:: What you need to do ::
Output the opening lines of the records exactly. End with the line that contains "0 7px,transparent 0".

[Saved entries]
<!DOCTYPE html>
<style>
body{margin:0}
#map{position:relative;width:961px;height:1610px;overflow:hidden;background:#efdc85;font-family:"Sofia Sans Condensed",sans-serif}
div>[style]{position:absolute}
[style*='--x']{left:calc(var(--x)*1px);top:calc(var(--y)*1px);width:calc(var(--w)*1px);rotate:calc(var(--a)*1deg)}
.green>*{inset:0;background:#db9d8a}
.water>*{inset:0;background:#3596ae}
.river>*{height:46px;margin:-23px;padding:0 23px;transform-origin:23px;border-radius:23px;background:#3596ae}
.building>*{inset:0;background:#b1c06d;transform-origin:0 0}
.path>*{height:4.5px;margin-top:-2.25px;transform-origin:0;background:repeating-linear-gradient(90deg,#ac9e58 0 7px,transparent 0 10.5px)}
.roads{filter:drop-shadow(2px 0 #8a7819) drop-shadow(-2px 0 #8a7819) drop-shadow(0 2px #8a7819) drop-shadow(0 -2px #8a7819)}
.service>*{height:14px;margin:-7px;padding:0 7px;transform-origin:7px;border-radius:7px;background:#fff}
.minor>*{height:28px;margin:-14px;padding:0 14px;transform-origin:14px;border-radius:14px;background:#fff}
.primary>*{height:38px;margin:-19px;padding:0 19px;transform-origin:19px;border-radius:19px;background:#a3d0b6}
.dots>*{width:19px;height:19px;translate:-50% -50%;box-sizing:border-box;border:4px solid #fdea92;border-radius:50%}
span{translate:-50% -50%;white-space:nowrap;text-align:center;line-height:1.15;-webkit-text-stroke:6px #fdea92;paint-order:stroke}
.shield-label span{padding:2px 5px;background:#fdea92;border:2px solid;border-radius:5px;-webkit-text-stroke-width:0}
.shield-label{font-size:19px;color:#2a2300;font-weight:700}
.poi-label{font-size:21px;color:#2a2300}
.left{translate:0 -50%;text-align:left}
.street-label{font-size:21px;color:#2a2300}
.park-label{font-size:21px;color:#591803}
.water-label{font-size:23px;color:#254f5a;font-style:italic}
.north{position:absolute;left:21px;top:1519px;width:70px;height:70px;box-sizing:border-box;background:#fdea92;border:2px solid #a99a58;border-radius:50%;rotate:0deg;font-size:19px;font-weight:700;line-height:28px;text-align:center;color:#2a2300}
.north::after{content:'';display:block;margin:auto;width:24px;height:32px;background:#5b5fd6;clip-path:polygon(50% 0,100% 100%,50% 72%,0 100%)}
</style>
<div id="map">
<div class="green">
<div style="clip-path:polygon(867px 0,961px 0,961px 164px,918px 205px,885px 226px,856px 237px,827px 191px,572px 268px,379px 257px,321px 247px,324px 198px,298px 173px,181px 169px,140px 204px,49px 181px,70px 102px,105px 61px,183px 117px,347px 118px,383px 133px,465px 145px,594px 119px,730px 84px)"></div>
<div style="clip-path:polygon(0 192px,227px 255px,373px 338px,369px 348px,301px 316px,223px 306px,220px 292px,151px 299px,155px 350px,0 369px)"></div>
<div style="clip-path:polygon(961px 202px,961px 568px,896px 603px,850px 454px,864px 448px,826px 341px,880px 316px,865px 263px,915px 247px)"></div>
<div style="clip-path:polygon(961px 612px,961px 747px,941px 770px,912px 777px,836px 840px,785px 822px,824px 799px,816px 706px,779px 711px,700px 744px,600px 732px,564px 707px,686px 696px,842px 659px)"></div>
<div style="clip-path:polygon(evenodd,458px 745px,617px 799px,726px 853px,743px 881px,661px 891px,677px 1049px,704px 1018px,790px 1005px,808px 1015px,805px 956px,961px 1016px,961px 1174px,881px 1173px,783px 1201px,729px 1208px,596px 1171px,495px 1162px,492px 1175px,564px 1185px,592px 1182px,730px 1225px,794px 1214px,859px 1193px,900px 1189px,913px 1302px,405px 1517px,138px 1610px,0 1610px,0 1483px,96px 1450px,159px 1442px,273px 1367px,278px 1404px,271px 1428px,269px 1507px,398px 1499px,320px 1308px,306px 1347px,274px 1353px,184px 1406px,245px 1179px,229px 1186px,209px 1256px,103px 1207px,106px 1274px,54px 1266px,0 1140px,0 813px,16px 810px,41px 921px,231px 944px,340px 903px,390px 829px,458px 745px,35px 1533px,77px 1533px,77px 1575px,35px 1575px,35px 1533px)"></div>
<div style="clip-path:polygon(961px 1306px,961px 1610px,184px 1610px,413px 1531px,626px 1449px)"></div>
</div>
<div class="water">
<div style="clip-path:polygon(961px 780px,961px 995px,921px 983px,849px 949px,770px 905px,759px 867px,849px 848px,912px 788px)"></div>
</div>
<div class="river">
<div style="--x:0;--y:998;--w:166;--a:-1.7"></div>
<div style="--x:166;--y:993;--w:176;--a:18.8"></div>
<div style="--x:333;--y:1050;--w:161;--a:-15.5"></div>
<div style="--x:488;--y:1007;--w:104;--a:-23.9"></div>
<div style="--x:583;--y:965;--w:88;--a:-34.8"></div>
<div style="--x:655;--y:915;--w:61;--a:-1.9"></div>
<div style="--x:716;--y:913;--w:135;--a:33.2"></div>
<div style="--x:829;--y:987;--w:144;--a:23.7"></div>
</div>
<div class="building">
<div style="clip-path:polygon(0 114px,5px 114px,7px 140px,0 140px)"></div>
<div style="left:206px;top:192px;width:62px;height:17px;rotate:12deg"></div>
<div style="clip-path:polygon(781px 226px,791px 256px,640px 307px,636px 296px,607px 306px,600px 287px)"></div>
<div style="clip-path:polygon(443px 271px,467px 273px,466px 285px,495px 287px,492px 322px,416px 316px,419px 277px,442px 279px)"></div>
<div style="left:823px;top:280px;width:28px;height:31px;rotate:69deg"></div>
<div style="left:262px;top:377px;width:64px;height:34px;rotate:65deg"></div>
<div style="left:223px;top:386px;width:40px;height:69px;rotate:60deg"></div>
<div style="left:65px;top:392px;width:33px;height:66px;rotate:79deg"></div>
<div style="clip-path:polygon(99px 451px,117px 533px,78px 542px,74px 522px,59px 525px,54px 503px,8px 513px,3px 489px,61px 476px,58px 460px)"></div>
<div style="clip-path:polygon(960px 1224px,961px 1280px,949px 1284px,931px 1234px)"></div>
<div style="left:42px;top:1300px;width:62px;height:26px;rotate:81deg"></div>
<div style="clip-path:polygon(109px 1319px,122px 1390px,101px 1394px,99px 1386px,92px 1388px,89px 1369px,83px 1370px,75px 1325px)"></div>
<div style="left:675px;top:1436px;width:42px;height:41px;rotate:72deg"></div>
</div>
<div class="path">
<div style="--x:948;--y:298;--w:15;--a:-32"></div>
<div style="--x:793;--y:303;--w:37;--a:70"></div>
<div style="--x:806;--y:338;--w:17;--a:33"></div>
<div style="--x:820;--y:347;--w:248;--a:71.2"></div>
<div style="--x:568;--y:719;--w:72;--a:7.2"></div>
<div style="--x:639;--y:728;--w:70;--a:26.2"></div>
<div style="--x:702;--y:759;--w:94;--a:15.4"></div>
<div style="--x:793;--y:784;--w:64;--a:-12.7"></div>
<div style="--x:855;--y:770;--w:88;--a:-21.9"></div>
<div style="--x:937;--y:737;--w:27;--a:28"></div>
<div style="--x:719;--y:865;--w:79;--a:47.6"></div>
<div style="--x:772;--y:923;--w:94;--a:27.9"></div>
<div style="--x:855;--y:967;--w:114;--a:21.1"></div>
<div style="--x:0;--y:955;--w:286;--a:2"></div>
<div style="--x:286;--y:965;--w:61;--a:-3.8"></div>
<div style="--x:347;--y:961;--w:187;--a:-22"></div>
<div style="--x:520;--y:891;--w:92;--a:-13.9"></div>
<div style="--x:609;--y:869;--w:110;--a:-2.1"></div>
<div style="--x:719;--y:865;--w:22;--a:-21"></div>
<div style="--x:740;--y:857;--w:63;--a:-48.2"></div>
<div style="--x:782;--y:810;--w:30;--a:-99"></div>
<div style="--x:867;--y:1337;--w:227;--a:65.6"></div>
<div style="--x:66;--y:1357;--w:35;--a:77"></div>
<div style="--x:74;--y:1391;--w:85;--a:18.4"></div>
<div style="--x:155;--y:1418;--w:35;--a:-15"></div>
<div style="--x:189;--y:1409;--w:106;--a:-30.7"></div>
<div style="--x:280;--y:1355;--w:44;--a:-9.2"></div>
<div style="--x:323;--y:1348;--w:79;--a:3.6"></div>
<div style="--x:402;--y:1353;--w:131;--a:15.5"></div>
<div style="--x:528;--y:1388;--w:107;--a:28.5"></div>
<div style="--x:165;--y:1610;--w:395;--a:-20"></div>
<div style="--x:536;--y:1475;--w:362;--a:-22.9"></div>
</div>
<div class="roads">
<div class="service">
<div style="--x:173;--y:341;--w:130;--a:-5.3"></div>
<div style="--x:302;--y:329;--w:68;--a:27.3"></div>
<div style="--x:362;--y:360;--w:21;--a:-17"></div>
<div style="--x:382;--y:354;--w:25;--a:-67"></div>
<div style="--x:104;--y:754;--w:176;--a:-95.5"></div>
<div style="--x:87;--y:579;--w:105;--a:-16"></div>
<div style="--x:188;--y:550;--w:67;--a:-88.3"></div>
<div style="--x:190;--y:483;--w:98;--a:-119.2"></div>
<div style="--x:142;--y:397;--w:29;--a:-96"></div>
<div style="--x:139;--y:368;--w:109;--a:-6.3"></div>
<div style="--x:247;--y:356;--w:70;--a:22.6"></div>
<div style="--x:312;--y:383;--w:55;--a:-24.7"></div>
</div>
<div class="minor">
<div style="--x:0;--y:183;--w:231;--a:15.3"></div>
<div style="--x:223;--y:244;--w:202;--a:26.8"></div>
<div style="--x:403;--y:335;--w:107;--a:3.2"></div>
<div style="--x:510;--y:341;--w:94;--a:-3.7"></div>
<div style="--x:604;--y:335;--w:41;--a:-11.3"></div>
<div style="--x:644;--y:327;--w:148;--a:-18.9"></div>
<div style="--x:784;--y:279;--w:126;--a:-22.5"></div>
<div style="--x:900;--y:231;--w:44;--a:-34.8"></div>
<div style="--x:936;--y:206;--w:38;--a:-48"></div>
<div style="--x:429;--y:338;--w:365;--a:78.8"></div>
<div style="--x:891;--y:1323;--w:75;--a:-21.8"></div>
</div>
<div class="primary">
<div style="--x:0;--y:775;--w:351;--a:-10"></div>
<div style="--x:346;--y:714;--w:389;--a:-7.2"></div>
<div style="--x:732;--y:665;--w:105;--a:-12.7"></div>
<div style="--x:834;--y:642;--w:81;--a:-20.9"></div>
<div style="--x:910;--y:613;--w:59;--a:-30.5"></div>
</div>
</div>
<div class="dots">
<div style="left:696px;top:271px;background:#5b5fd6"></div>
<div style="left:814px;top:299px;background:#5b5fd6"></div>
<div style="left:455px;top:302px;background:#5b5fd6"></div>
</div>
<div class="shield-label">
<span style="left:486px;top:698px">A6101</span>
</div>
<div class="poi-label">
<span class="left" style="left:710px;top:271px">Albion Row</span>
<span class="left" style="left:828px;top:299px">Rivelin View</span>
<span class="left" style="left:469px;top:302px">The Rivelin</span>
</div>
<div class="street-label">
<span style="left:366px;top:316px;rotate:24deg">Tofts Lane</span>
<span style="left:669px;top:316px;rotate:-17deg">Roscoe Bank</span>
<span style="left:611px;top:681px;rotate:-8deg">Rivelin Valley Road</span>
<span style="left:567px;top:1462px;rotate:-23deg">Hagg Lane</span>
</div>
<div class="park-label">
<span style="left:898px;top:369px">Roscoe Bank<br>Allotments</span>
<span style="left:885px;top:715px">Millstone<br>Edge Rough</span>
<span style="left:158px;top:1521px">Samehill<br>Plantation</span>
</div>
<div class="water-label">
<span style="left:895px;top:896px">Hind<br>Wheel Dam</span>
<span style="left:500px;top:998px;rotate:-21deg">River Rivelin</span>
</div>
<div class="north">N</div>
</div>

:: Exercise output ::
<!DOCTYPE html>
<style>
body{margin:0}
#map{position:relative;width:961px;height:1610px;overflow:hidden;background:#efdc85;font-family:"Sofia Sans Condensed",sans-serif}
div>[style]{position:absolute}
[style*='--x']{left:calc(var(--x)*1px);top:calc(var(--y)*1px);width:calc(var(--w)*1px);rotate:calc(var(--a)*1deg)}
.green>*{inset:0;background:#db9d8a}
.water>*{inset:0;background:#3596ae}
.river>*{height:46px;margin:-23px;padding:0 23px;transform-origin:23px;border-radius:23px;background:#3596ae}
.building>*{inset:0;background:#b1c06d;transform-origin:0 0}
.path>*{height:4.5px;margin-top:-2.25px;transform-origin:0;background:repeating-linear-gradient(90deg,#ac9e58 0 7px,transparent 0 10.5px)}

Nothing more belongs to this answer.